State News

'New danger:' Michigan Gov. Whitmer tells why 'now is a precarious moment'

September 18, 2020, 3:40 PM

After six months of "fighting an enemy like no other," Gretchen Whitmer reflects on long-haul Covid challenges ahead.

"We live in an extraordinary moment," Michigan's governor writes in a Detroit Free Press guest column.

I’m sobered this challenge. Every executive order weighs heavily on me.

Like everyone, I want this emergency to end. But I will continue to do everything in my power to save lives.

And if I ever start to waver, I remember the recent memorial service at Belle Isle, where hundreds of poster-size photos honored the more than 1,500 Detroiters who have died. Not only does our enemy kill, but it disproportionately harms our seniors and people of color.

Gretchen Whitmer: "We’ve fought this enemy together, and together we will win." (At right: Dr. Joneigh S.Khaldun, chief medical executive) [Photo: State of Michigan]

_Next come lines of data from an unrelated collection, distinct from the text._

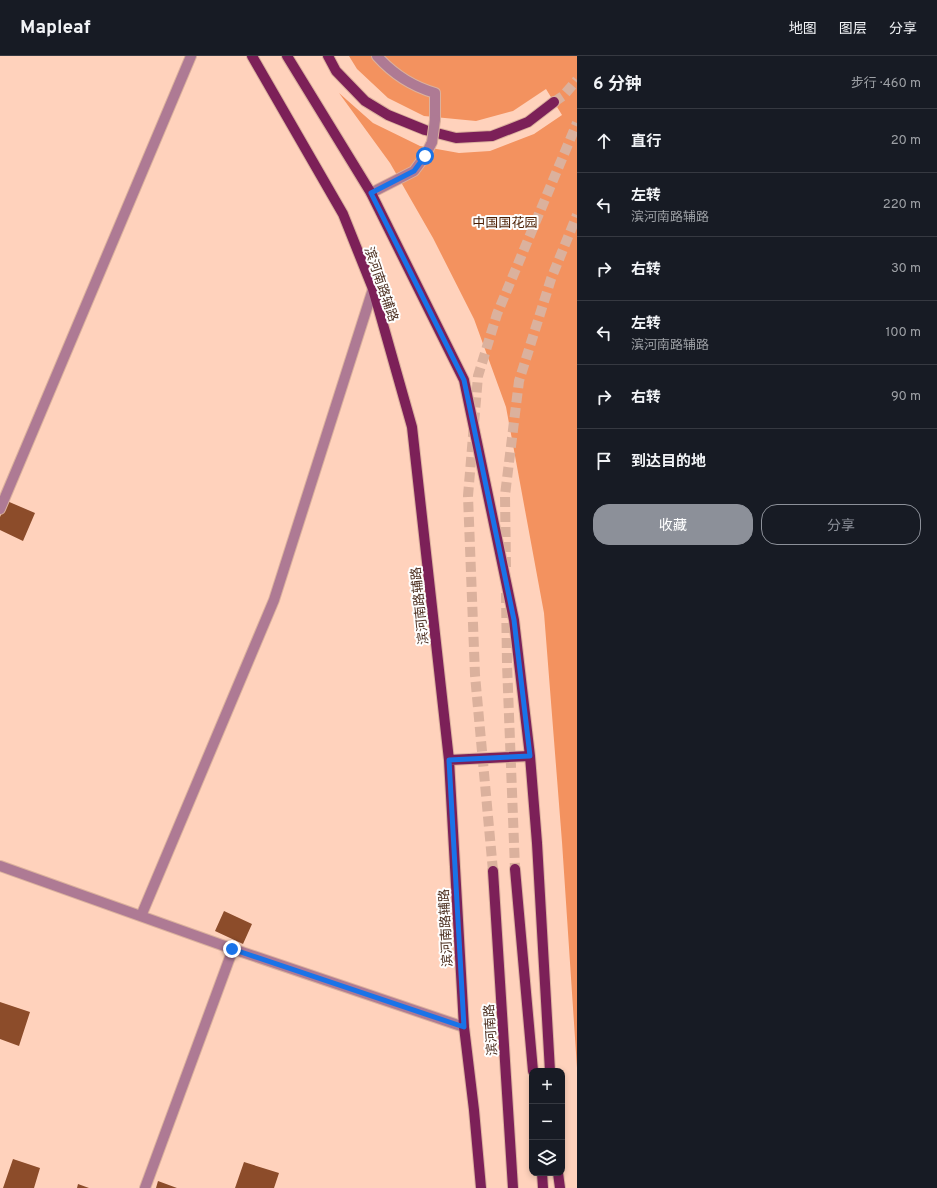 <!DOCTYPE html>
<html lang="zh">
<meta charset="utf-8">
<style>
body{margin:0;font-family:Overpass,"Noto Sans SC",sans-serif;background:#20242c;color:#f1f3f6}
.controls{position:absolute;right:12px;bottom:12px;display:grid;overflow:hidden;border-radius:8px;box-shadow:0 2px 6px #0003}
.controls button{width:36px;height:36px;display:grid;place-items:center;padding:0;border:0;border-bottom:1px solid #363941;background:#171b24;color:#f1f3f6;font:20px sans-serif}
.stop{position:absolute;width:12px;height:12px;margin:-9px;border:3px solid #1a73e8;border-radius:50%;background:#fff}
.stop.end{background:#1a73e8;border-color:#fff;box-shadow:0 1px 4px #0008}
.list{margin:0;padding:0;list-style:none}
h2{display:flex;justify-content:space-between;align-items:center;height:52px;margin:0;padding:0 16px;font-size:17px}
h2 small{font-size:13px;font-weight:400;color:#9ea1a6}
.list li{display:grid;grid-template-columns:26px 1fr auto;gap:12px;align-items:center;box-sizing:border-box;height:64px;padding:0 16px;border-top:1px solid #363941}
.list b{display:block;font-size:15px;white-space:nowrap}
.list p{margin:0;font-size:13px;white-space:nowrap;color:#9ea1a6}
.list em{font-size:13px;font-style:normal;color:#9ea1a6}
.actions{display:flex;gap:8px;padding:12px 16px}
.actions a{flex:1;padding:9px 0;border:1px solid #8c9099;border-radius:16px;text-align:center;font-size:14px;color:#8c9099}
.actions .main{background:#8c9099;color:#fff}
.icon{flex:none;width:22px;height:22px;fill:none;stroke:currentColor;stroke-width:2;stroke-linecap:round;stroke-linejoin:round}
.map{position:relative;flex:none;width:577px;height:1132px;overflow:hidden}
header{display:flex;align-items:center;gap:24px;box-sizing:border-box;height:56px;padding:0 20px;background:#171b24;border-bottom:1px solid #363941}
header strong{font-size:19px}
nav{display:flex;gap:22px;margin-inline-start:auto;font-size:14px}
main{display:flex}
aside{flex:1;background:#171b24}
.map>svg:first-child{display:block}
.green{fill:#f3925f}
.building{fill:#8c4c2a}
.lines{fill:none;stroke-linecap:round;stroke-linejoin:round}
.major-tunnel{stroke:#dbb19d;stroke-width:10;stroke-dasharray:10 5;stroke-linecap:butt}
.minor-casing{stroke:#dbb19d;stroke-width:12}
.major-casing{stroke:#dbb19d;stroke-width:12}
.minor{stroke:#ae7a94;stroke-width:10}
.major{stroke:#7c2058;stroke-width:10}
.minor-bridge-casing{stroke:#dbb19d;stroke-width:12;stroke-linecap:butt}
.minor-bridge{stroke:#ae7a94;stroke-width:10}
.route{stroke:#1a73e8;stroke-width:5}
.labels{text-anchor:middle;stroke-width:4;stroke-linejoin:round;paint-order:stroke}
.park-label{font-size:13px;fill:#4a1d02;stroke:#fefefe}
.street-label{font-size:13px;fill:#4c2f20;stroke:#fefefe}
</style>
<header>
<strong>Mapleaf</strong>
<nav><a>地图</a><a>图层</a><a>分享</a></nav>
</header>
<main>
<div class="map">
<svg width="577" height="1132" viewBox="0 0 577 1132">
<rect width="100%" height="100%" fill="#ffd2bc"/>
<path class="green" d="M349,0H577V1012L562,786L544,557L506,351L474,263L433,182L390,107L339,37L373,67L420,90L459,97L490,95L534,78L562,59L546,33L513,55L476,65L424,60L388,42L357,13Z"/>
<path class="building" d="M7,445L35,457L23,485L0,474V461Z
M224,855L252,868L243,888L215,875Z
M0,946L30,956L19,990L0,983Z
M13,1103L40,1112L34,1132H3Z
M244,1106L279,1117L274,1132H235Z
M158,1125L177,1132H156Z
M78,1128L89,1132H77Z"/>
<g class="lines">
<path class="major-tunnel" d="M554,46L563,40L577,24
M506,511L505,439L519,325L551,223L577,159
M506,537L507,608L515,813
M493,815L475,619L468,440L478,320L497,258L577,67"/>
<defs>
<path id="minor" d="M377,0C393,18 411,30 435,37V64
M371,137L414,115L425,100L432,86
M0,453L191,0
M0,810L233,893L464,971
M141,860L274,544L373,233
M145,1132L233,893"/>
<path id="major" d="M252,0L343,158L373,233L412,371L449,704L464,971L474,1054L481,1132
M287,0L371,137L464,324L514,564L530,700L537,787L550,1015
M328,0L336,15L365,45L388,59L425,74L456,82L492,80L528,66L554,46
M449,704L530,700
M515,813L533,1015
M493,815L513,1132
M542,1117L543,1132
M558,1117L560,1132"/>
</defs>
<use href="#minor" class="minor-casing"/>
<use href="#major" class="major-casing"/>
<use href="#minor" class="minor"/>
<use href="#major" class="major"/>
<defs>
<path id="minor-bridge" d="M432,86L435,64"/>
</defs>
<use href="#minor-bridge" class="minor-bridge-casing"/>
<use href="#minor-bridge" class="minor-bridge"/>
</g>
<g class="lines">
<path class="route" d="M232,893L464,971L449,704L530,700L514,564L464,324L371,137L414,115L425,100"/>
</g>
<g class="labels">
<g class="park-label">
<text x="505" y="171">中国国花园</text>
</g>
<g class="street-label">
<text transform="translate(382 228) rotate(71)" y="5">滨河南路辅路</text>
<text transform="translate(419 550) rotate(-96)" y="5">滨河南路辅路</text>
<text transform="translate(445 872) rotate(-93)" y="5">滨河南路辅路</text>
<text transform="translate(490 974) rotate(-94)" y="5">滨河南路</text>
</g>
</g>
</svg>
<div class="controls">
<button>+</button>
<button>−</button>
<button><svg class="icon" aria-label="layers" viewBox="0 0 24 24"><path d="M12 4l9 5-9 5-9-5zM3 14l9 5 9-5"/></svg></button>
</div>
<div class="stop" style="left:425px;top:100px"></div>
<div class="stop end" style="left:232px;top:893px"></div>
</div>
<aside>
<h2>6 分钟<small>步行 · 460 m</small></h2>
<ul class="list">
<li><svg class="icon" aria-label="ahead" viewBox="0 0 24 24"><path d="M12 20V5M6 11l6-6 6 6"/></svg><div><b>直行</b></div><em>20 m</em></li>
<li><svg class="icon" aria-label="left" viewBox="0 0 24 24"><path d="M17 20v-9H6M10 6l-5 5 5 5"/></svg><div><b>左转</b><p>滨河南路辅路</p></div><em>220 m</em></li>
<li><svg class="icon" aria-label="right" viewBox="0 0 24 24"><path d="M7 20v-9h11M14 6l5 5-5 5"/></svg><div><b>右转</b></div><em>30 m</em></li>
<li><svg class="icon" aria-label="left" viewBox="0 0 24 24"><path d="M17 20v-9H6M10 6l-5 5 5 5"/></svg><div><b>左转</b><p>滨河南路辅路</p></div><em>100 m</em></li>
<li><svg class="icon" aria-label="right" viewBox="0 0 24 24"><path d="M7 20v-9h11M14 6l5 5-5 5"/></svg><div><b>右转</b></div><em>90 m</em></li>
<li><svg class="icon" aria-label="arrive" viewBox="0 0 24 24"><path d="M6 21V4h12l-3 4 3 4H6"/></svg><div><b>到达目的地</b></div></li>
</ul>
<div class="actions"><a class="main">收藏</a><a>分享</a></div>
</aside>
</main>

At its core, her essay is a trust-me pitch about why executive orders limiting commercial and social activity are needed -- orders challenged by "Unlock Michigan" activists.

The measures I’ve put in place largely rest on emergency powers the Michigan Legislature gave the governor, including a law in place since 1945. This special authority is not surprising. . . .

Emergencies require swift and decisive action. The first Stay Home, Stay Safe order in late March, or the order closing indoor bar service in early July after the Harper’s outbreak in East Lansing — at the time, the largest outbreak in the nation — are two examples. There’s no question swift action remains critical to saving lives. A Columbia University study, for example, showed that if actions taken on March 15 across the nation had been in place one week earlier, nearly 36,000 people would still be alive. ...

We must stay the course. Michigan’s top health officials and the national experts I consult are united: now is a precarious moment and Michigan must maintain its response. Increased contacts resulting from the return to school and businesses coming back online, the shift indoors, and especially the onset of flu season, pose new danger.

She suggests that "it's a matter of months" until emergency restrictions lift -- a phrase that could apply to January (four months), spring (six months) or perhaps longer.